The arrival of the Internet threatens all previous media, as the avalanche of choice in information and entertainment assails all franchises and dilutes everyone’s market share, and the cost is spread over all services, including e-mails. The newspaper, as the most technically traditional, dependent on a conversion and manufacturing process and deliverable only by an expensive and complex process, has been the most vulnerable of the old media. It still offers the editorial function (instead of an unvariegated ocean of material) and a convenient menu, and it still appeals to the many people who like to read from paper and not a screen. But the metropolitan newspaper is almost in its death throes and will remain there until its technology is uprooted from the past and replanted in the future. This will happen.
The newspaper industry’s problems were a long time developing, from before the web was a gleam in a nerd’s eye. Especially in the United States, the newspaper industry suffered from unfortunate, long-entrenched attitudes that made response to new competition more difficult. From the late Fifties, with the rise of television, newspapers were afflicted with a flickering pessimism. By the late Sixties, after many newspapers had folded, there was little newspaper competition in most American cities. The dominant titles could still reap a handsome profit, but most were afraid to raise cover prices because of the likely negative effect on circulation, and, therefore, advertising. Newspaper cover prices were almost impervious to inflation, as publishers lacked confidence in their products. The percentage of revenue U.S. newspapers derived from circulation was roughly half of the figure in the U.K., a stronger newspaper-reading culture, where there was no such reluctance to raise the cover price or, generally, to pay it.
An informal pact developed in many companies, where the management did not interfere at all in editorial matters and the journalists praised the management as ideal owners. This was like a soft-drink company where the management was uninterested in the taste of the product, or an automobile company where the management took no interest in design or quality control. It was an insane arrangement, based on the obsession with “independence” of journalists, and the philistinism and indolence of much of newspaper management.
The chains, like Gannett and Thomson, squeezed costs well, and, when pressed for improved editorial products, gave the inadequate editors more money, which itself merely reinforced weakness. The result was that in most markets, there were newspaper monopolies occupied by mediocre newspapers in which the corporate culture combined the arrogance of monopoly with the defeatism of a declining medium.

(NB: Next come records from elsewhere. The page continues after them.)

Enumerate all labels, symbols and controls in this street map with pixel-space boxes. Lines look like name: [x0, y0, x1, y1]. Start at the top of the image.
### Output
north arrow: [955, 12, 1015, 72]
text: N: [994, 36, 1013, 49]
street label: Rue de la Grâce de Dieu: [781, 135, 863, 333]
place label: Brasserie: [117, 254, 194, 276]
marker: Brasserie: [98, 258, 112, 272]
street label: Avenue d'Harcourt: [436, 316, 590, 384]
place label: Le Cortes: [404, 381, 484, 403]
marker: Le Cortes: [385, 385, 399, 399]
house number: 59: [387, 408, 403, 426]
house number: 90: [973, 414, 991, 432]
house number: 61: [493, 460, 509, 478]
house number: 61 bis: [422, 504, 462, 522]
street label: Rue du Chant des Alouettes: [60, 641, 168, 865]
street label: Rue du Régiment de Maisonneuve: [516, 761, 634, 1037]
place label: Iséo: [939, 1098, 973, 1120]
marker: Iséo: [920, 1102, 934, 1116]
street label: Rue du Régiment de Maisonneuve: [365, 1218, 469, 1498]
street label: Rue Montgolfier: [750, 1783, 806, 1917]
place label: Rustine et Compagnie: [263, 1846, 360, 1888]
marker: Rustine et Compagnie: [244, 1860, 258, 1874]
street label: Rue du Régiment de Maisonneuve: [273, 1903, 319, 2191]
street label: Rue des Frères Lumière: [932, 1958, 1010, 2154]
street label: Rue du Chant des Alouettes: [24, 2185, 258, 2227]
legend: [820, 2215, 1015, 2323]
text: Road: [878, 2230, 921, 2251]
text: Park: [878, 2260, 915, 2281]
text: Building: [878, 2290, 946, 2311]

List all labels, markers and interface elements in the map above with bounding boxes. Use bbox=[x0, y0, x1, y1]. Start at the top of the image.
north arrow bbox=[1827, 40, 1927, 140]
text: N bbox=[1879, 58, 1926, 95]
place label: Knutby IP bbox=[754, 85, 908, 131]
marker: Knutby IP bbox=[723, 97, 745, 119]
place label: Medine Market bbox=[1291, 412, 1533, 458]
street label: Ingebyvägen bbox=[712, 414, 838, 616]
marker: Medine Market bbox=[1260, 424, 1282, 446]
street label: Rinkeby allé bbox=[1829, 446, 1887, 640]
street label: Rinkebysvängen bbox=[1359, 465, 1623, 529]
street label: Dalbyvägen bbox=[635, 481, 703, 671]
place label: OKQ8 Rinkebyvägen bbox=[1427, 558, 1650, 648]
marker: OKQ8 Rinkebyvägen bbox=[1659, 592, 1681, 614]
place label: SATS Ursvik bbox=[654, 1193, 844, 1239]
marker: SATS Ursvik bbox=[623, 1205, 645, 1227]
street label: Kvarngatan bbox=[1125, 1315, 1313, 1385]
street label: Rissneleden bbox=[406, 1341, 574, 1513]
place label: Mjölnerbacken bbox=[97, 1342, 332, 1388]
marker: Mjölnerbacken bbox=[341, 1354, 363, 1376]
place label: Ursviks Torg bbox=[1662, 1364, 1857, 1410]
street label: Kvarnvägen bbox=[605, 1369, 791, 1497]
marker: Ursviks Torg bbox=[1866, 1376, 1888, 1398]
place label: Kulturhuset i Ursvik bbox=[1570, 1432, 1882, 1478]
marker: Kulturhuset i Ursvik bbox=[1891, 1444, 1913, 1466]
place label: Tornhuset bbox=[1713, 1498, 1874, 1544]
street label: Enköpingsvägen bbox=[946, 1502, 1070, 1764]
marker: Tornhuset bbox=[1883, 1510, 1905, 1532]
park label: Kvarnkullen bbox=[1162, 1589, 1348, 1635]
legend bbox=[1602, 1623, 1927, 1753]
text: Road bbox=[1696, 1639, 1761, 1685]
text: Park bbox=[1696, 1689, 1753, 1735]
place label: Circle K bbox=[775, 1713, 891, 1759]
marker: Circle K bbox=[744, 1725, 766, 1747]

Many newspapers responded to the Internet with good sites of their own, but they were essentially teasers, designed to draw readers into the printed product. There was the constant danger of cannibalization of readership, and a slowly losing battle to produce the income that would sustain the huge overheads of newspaper presses and delivery systems. Some of the strongest local franchises, like the Washington Post, which had an impressive 860,000 circulation (a huge penetration for Washington), could hold readers and advertisers better than others.
Some other famous newspapers, like the New York Times and the Chicago Tribune, suffered from having their readership scattered widely, after it had seriously eroded in the centers of their metropolitan areas, and were also vulnerable to shareholder agitation. The Times overpaid ($1 billion) for the Boston Globe and, although it had $1 billion of advertising in the Times alone a few years ago, it has been reduced to seeking a high-yield loan from the rapacious Mexican financier Carlos Slim, and the stock price is below the cover price of the Sunday New York Times. And now it must face direct competition from News Corporation’s relaunched Wall Street Journal.
The fate of the Chicago Tribune is even sadder. A pioneering newspaper in many areas — including radio, television (WGN, for world’s greatest newspaper), and vertical integration with newsprint production — under its eccentric but brilliant owner, Col. Robert R. McCormick, the Tribune led all newspapers in the world in advertising revenues for more than 50 years. The McCormick Foundation, which inherited the controlling shareholding, allowed itself to be bullied into selling the company, and received a good offer that was grossly undercapitalized; the new owner, a real-estate developer, showed himself an inept publisher and a slow-footed asset stripper. He blundered into a bankruptcy from which he may come out not badly, but the Tribune will be a very spavined enterprise.